Problem requirements: Nothing but the lines from the start of the entries below through the line containing "0 #5f503a) drop-shadow(-2px" should appear in the answer, copied exactly and free of pictures.

------------------------------

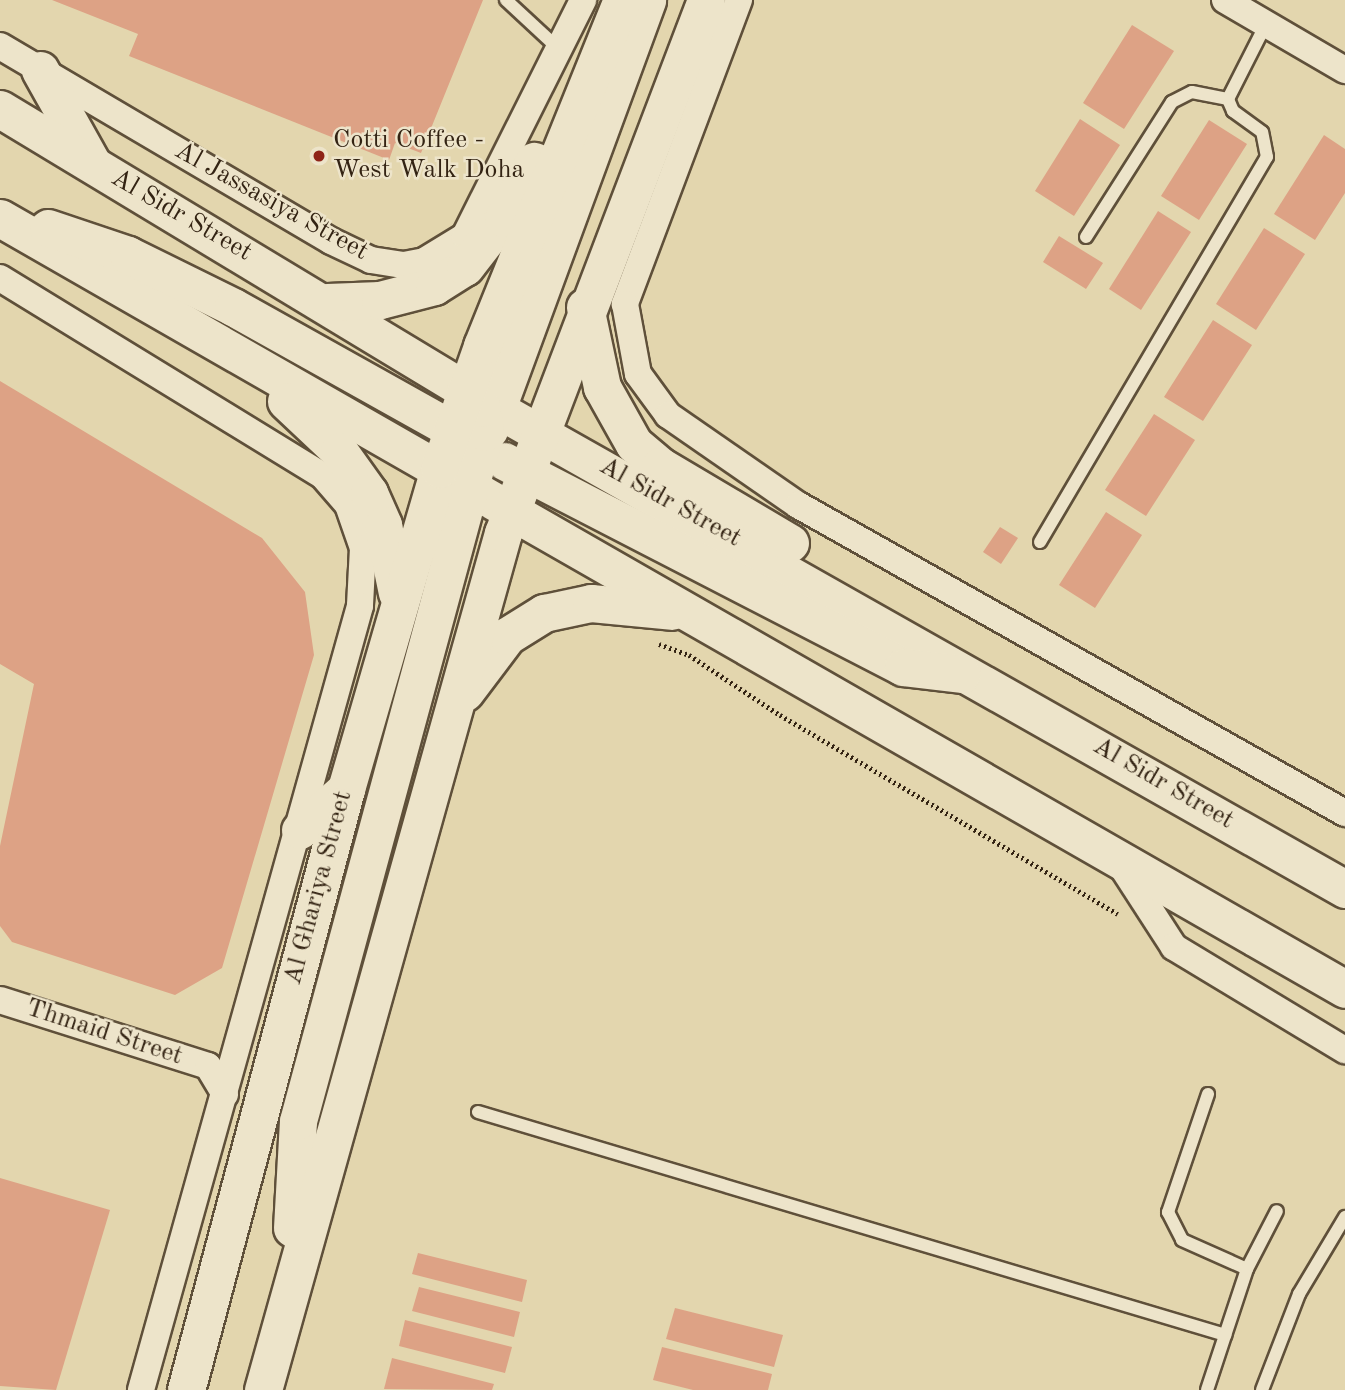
<!DOCTYPE html>
<style>
body{margin:0}
#map{position:relative;width:1345px;height:1390px;overflow:hidden;background:#e3d6ae;font-family:"Old Standard TT",serif}
div>[style]{position:absolute}
.building>*{inset:0;background:#dda285}
.path>*{height:4.5px;margin-top:-2.25px;transform-origin:0;background:repeating-linear-gradient(90deg,#332313 0 2px,transparent 0 5.5px)}
.roads{filter:drop-shadow(2px 0 #5f503a) drop-shadow(-2px 0 #5f503a) drop-shadow(0 2px #5f503a) drop-shadow(0 -2px #5f503a)}
.lane>*{height:12px;margin:-6px;padding:0 6px;transform-origin:6px;border-radius:6px;background:#ede4ca}
.street>*{height:26px;margin:-13px;padding:0 13px;transform-origin:13px;border-radius:13px;background:#ede4ca}
.secondary>*{height:37px;margin:-18.5px;padding:0 18.5px;transform-origin:18.5px;border-radius:18.5px;background:#ede4ca}
.dots>*{width:19px;height:19px;translate:-50% -50%;box-sizing:border-box;border:4px solid #ede4ca;border-radius:50%}
span{translate:-50% -50%;white-space:nowrap;text-align:center;line-height:1.15;-webkit-text-stroke:5px #ede4ca;paint-order:stroke}
.poi-label{font-size:26px;color:#332313}
.left{translate:0 -50%;text-align:left}
.street-label{font-size:26px;color:#332313}
</style>
<div id="map">
<div class="building">
<i style="clip-path:polygon(52px 0,483px 0,421px 153px,395px 143px,389px 160px,129px 56px,138px 34px)"></i>
<i style="clip-path:polygon(1132px 25px,1174px 51px,1124px 129px,1083px 103px)"></i>
<i style="clip-path:polygon(1080px 119px,1120px 145px,1074px 216px,1035px 191px)"></i>
<i style="clip-path:polygon(1209px 120px,1247px 144px,1199px 220px,1161px 196px)"></i>
<i style="clip-path:polygon(1324px 135px,1345px 149px,1345px 193px,1315px 240px,1274px 214px)"></i>
<i style="clip-path:polygon(1158px 211px,1191px 232px,1141px 310px,1109px 289px)"></i>
<i style="clip-path:polygon(1264px 228px,1305px 254px,1256px 330px,1216px 304px)"></i>
<i style="clip-path:polygon(1059px 236px,1103px 263px,1086px 289px,1043px 262px)"></i>
<i style="clip-path:polygon(1213px 320px,1252px 345px,1203px 421px,1164px 397px)"></i>
<i style="clip-path:polygon(0 381px,262px 538px,305px 592px,314px 655px,222px 968px,175px 995px,12px 942px,0 926px,0 846px,34px 684px,0 664px)"></i>
<i style="clip-path:polygon(1154px 414px,1195px 440px,1146px 516px,1105px 490px)"></i>
<i style="clip-path:polygon(1106px 512px,1142px 535px,1095px 608px,1059px 585px)"></i>
<i style="clip-path:polygon(1000px 527px,1018px 538px,1001px 564px,983px 552px)"></i>
<i style="clip-path:polygon(0 1178px,110px 1210px,56px 1390px,0 1386px)"></i>
<i style="clip-path:polygon(418px 1253px,527px 1280px,522px 1302px,412px 1274px)"></i>
<i style="clip-path:polygon(419px 1287px,520px 1312px,514px 1337px,412px 1311px)"></i>
<i style="clip-path:polygon(675px 1308px,783px 1335px,774px 1367px,666px 1339px)"></i>
<i style="clip-path:polygon(405px 1320px,512px 1347px,505px 1373px,399px 1346px)"></i>
<i style="clip-path:polygon(662px 1347px,772px 1374px,768px 1390px,693px 1390px,653px 1380px)"></i>
<i style="clip-path:polygon(392px 1358px,494px 1384px,492px 1390px,384px 1389px)"></i>
</div>
<div class="path">
<i style="left:659px;top:644px;width:32px;rotate:20deg"></i>
<i style="left:689px;top:655px;width:109px;rotate:33.4deg"></i>
<i style="left:780px;top:715px;width:392px;rotate:30.5deg"></i>
</div>
<div class="roads">
<div class="lane">
<i style="left:506px;top:0;width:72px;rotate:42.8deg"></i>
<i style="left:1086px;top:237px;width:160px;rotate:-57.5deg"></i>
<i style="left:1172px;top:102px;width:22px;rotate:-27deg"></i>
<i style="left:1192px;top:92px;width:37px;rotate:11deg"></i>
<i style="left:1040px;top:542px;width:447px;rotate:-59.5deg"></i>
<i style="left:1267px;top:157px;width:25px;rotate:-101deg"></i>
<i style="left:1262px;top:132px;width:36px;rotate:-144deg"></i>
<i style="left:1233px;top:111px;width:13px;rotate:-113deg"></i>
<i style="left:1228px;top:99px;width:84px;rotate:-63.1deg"></i>
<i style="left:1208px;top:1094px;width:125px;rotate:108.7deg"></i>
<i style="left:1168px;top:1212px;width:31px;rotate:63deg"></i>
<i style="left:1182px;top:1240px;width:71px;rotate:24deg"></i>
<i style="left:478px;top:1112px;width:780px;rotate:16.62deg"></i>
<i style="left:1207px;top:1390px;width:127px;rotate:-71.7deg"></i>
<i style="left:1247px;top:1269px;width:65px;rotate:-62.7deg"></i>
<i style="left:1262px;top:1390px;width:103px;rotate:-68.9deg"></i>
<i style="left:1299px;top:1294px;width:90px;rotate:-59.1deg"></i>
</div>
<div class="street">
<i style="left:739px;top:0;width:325px;rotate:110.6deg"></i>
<i style="left:625px;top:304px;width:71px;rotate:79.5deg"></i>
<i style="left:638px;top:374px;width:51px;rotate:53.8deg"></i>
<i style="left:668px;top:415px;width:158px;rotate:34.7deg"></i>
<i style="left:798px;top:505px;width:628px;rotate:29.38deg"></i>
<i style="left:1225px;top:0;width:139px;rotate:30.3deg"></i>
<i style="left:0;top:46px;width:384px;rotate:30.5deg"></i>
<i style="left:331px;top:241px;width:44px;rotate:25.4deg"></i>
<i style="left:371px;top:260px;width:33px;rotate:9deg"></i>
<i style="left:404px;top:265px;width:20px;rotate:-11deg"></i>
<i style="left:424px;top:261px;width:48px;rotate:-31.4deg"></i>
<i style="left:465px;top:236px;width:264px;rotate:-63.4deg"></i>
<i style="left:0;top:278px;width:379px;rotate:31.5deg"></i>
<i style="left:323px;top:476px;width:38px;rotate:49deg"></i>
<i style="left:348px;top:505px;width:46px;rotate:70.8deg"></i>
<i style="left:363px;top:548px;width:58px;rotate:93deg"></i>
<i style="left:360px;top:606px;width:814px;rotate:105.61deg"></i>
<i style="left:1119px;top:862px;width:101px;rotate:57.1deg"></i>
<i style="left:1174px;top:947px;width:200px;rotate:31.1deg"></i>
<i style="left:0;top:1000px;width:218px;rotate:17.6deg"></i>
<i style="left:208px;top:1066px;width:33px;rotate:59deg"></i>
</div>
<div class="secondary">
<i style="left:40px;top:70px;width:107px;rotate:60.8deg"></i>
<i style="left:0;top:109px;width:578px;rotate:31.13deg"></i>
<i style="left:495px;top:408px;width:977px;rotate:29.5deg"></i>
<i style="left:0;top:218px;width:1550px;rotate:29.82deg"></i>
<i style="left:48px;top:228px;width:84px;rotate:18.6deg"></i>
<i style="left:128px;top:255px;width:117px;rotate:26.3deg"></i>
<i style="left:233px;top:307px;width:273px;rotate:29.2deg"></i>
<i style="left:327px;top:302px;width:53px;rotate:-2.2deg"></i>
<i style="left:380px;top:300px;width:56px;rotate:-14.5deg"></i>
<i style="left:434px;top:286px;width:36px;rotate:-32deg"></i>
<i style="left:465px;top:267px;width:62px;rotate:-52.2deg"></i>
<i style="left:503px;top:218px;width:65px;rotate:-61.5deg"></i>
<i style="left:585px;top:307px;width:82px;rotate:78deg"></i>
<i style="left:602px;top:387px;width:65px;rotate:60.7deg"></i>
<i style="left:634px;top:444px;width:34px;rotate:40deg"></i>
<i style="left:660px;top:466px;width:151px;rotate:30.6deg"></i>
<i style="left:286px;top:401px;width:73px;rotate:43.3deg"></i>
<i style="left:339px;top:451px;width:52px;rotate:54.5deg"></i>
<i style="left:369px;top:493px;width:35px;rotate:66deg"></i>
<i style="left:383px;top:525px;width:69px;rotate:78.4deg"></i>
<i style="left:489px;top:430px;width:458px;rotate:-69.8deg"></i>
<i style="left:504px;top:461px;width:449px;rotate:27.3deg"></i>
<i style="left:903px;top:667px;width:59px;rotate:6.8deg"></i>
<i style="left:465px;top:692px;width:70px;rotate:-53.1deg"></i>
<i style="left:507px;top:636px;width:44px;rotate:-31.9deg"></i>
<i style="left:544px;top:613px;width:48px;rotate:-12deg"></i>
<i style="left:591px;top:603px;width:81px;rotate:5.6deg"></i>
<i style="left:300px;top:830px;width:62px;rotate:-41.7deg"></i>
<i style="left:292px;top:1228px;width:107px;rotate:-86.8deg"></i>
<i style="left:298px;top:1121px;width:714px;rotate:-74.82deg"></i>
<i style="left:485px;top:432px;width:24px;rotate:-97deg"></i>
<i style="left:482px;top:408px;width:25px;rotate:-133deg"></i>
<i style="left:186px;top:1390px;width:622px;rotate:-75.09deg"></i>
<i style="left:346px;top:789px;width:333px;rotate:-73.8deg"></i>
<i style="left:439px;top:469px;width:130px;rotate:-70.7deg"></i>
<i style="left:482px;top:346px;width:373px;rotate:-68deg"></i>
<i style="left:263px;top:1390px;width:890px;rotate:-74.36deg"></i>
<i style="left:503px;top:533px;width:570px;rotate:-69.15deg"></i>
</div>
</div>
<div class="dots">
<i style="left:319px;top:156px;background:#8f2418"></i>
</div>
<div class="poi-label">
<span class="left" style="left:333px;top:156px">Cotti Coffee -<br>West Walk Doha</span>
</div>
<div class="street-label">
<span style="left:271px;top:202px;rotate:29deg">Al Jassasiya Street</span>
<span style="left:181px;top:216px;rotate:30deg">Al Sidr Street</span>
<span style="left:670px;top:503px;rotate:29deg">Al Sidr Street</span>
<span style="left:1163px;top:784px;rotate:30deg">Al Sidr Street</span>
<span style="left:319px;top:888px;rotate:-75deg">Al Ghariya Street</span>
<span style="left:104px;top:1033px;rotate:18deg">Thmaid Street</span>
</div>
</div>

------------------------------

Output for this exercise:
<!DOCTYPE html>
<style>
body{margin:0}
#map{position:relative;width:1345px;height:1390px;overflow:hidden;background:#e3d6ae;font-family:"Old Standard TT",serif}
div>[style]{position:absolute}
.building>*{inset:0;background:#dda285}
.path>*{height:4.5px;margin-top:-2.25px;transform-origin:0;background:repeating-linear-gradient(90deg,#332313 0 2px,transparent 0 5.5px)}
.roads{filter:drop-shadow(2px 0 #5f503a) drop-shadow(-2px 0 #5f503a) drop-shadow(0 2px #5f503a) drop-shadow(0 -2px #5f503a)}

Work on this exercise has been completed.